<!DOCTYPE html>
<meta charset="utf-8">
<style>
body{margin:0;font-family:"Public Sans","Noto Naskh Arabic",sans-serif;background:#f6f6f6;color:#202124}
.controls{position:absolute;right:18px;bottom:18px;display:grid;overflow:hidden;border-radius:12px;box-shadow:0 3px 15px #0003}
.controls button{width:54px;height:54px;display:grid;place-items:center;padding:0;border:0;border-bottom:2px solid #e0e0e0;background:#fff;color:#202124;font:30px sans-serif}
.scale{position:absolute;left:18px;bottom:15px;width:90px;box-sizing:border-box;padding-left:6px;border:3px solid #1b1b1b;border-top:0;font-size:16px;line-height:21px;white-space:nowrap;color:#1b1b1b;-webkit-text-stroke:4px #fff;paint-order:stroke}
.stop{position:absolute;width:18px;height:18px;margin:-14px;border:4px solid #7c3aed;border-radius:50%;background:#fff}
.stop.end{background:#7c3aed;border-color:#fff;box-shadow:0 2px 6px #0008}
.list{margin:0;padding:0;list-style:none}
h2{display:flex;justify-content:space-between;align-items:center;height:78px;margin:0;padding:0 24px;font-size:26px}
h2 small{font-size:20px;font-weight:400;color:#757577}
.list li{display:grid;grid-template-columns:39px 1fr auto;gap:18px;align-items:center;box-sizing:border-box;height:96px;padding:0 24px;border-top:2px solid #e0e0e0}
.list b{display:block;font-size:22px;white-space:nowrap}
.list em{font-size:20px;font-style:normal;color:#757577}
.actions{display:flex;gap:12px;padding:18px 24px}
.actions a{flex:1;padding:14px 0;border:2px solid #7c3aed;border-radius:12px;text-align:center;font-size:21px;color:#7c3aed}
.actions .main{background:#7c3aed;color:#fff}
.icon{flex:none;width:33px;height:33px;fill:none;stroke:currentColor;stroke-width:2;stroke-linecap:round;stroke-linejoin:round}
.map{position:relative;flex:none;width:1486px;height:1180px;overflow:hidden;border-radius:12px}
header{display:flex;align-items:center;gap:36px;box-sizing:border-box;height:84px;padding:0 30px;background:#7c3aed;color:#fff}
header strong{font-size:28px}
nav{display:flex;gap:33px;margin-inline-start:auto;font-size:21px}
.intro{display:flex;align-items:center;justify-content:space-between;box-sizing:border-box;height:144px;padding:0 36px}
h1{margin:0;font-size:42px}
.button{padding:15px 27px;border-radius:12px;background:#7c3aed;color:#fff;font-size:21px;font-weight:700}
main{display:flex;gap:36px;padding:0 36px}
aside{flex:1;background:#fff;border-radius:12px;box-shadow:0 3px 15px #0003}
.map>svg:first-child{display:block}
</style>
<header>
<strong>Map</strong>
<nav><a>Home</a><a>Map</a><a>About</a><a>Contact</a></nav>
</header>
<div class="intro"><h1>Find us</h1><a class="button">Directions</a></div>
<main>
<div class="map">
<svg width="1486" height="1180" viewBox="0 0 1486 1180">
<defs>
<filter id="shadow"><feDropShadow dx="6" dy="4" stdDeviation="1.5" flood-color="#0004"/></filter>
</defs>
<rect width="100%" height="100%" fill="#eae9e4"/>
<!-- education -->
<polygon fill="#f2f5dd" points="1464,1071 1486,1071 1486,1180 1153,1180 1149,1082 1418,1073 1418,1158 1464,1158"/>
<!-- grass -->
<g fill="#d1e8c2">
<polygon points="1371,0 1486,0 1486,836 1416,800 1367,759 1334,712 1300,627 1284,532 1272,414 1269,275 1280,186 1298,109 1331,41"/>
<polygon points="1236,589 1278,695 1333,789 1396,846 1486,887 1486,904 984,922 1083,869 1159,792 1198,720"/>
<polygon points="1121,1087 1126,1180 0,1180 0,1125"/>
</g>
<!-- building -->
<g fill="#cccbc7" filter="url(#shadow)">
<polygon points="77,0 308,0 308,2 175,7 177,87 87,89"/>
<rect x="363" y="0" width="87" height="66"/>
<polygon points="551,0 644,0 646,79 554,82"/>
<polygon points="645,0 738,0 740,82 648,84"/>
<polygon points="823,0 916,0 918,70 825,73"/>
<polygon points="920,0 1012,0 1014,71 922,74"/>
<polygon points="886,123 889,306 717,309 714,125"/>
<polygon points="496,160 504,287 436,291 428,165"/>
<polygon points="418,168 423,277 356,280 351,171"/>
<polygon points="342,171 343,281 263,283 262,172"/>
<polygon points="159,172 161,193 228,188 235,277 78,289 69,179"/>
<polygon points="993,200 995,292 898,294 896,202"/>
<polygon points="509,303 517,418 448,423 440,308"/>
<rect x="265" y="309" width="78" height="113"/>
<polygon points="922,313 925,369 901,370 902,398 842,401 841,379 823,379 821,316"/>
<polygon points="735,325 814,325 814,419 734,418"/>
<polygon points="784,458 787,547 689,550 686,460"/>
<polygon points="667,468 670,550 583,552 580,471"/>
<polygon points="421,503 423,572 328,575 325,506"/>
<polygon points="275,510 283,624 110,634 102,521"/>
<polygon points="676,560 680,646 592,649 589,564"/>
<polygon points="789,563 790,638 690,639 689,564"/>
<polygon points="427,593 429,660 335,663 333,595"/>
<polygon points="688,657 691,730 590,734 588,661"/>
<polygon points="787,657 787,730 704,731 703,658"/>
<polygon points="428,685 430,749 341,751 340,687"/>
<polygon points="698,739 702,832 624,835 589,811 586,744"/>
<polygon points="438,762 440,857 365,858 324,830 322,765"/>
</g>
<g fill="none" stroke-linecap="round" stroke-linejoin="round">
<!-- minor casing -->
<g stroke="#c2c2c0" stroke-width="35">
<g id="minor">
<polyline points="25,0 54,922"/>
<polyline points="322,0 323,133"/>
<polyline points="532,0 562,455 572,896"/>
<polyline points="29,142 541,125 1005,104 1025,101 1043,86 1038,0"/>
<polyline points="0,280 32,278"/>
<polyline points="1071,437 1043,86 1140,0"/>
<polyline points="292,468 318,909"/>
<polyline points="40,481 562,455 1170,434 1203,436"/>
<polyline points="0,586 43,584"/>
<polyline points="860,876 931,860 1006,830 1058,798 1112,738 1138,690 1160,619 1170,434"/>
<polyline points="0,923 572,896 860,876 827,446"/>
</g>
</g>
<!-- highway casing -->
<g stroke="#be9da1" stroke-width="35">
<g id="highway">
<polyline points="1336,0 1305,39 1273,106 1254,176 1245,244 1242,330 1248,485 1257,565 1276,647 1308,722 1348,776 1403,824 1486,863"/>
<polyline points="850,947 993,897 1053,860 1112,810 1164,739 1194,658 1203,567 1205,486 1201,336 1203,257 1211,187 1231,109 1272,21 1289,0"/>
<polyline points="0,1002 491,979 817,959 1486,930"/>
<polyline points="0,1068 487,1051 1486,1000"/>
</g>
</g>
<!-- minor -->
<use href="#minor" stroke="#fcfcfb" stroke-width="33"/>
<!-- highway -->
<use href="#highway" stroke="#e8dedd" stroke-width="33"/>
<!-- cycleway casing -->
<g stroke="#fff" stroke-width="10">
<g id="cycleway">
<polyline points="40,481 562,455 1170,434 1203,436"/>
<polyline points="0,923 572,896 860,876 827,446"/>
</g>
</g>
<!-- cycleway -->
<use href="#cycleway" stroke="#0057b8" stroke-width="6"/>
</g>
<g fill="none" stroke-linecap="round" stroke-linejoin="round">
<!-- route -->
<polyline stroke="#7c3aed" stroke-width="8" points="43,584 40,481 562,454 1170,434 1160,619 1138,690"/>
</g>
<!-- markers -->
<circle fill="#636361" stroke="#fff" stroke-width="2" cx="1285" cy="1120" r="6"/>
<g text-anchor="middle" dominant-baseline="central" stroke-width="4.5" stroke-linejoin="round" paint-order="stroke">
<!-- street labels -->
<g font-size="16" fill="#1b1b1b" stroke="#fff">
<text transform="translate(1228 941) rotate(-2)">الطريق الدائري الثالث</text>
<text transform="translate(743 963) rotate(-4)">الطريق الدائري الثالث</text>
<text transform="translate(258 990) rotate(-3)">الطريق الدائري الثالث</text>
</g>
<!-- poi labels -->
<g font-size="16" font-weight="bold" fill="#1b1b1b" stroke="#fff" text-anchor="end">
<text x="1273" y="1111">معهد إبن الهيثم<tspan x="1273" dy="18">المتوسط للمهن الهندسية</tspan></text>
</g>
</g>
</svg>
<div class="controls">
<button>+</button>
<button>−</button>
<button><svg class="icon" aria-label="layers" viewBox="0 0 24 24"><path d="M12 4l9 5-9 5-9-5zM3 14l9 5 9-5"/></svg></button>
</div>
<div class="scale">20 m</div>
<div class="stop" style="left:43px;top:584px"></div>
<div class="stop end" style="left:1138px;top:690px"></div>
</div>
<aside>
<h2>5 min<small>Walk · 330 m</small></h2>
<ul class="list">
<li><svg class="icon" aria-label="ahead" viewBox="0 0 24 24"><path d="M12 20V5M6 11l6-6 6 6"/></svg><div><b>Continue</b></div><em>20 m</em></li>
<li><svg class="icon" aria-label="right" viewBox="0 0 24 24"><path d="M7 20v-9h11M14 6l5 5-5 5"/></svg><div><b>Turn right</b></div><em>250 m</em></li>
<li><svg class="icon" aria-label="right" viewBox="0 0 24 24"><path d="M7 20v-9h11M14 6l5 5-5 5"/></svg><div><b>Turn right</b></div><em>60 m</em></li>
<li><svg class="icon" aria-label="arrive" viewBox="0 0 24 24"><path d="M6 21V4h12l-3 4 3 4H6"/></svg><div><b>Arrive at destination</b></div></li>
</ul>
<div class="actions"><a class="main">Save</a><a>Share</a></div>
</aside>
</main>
··········
Task to complete:
The answer must be every line of the entries that includes the word "radius".

Task output:
.controls{position:absolute;right:18px;bottom:18px;display:grid;overflow:hidden;border-radius:12px;box-shadow:0 3px 15px #0003}
.stop{position:absolute;width:18px;height:18px;margin:-14px;border:4px solid #7c3aed;border-radius:50%;background:#fff}
.actions a{flex:1;padding:14px 0;border:2px solid #7c3aed;border-radius:12px;text-align:center;font-size:21px;color:#7c3aed}
.map{position:relative;flex:none;width:1486px;height:1180px;overflow:hidden;border-radius:12px}
.button{padding:15px 27px;border-radius:12px;background:#7c3aed;color:#fff;font-size:21px;font-weight:700}
aside{flex:1;background:#fff;border-radius:12px;box-shadow:0 3px 15px #0003}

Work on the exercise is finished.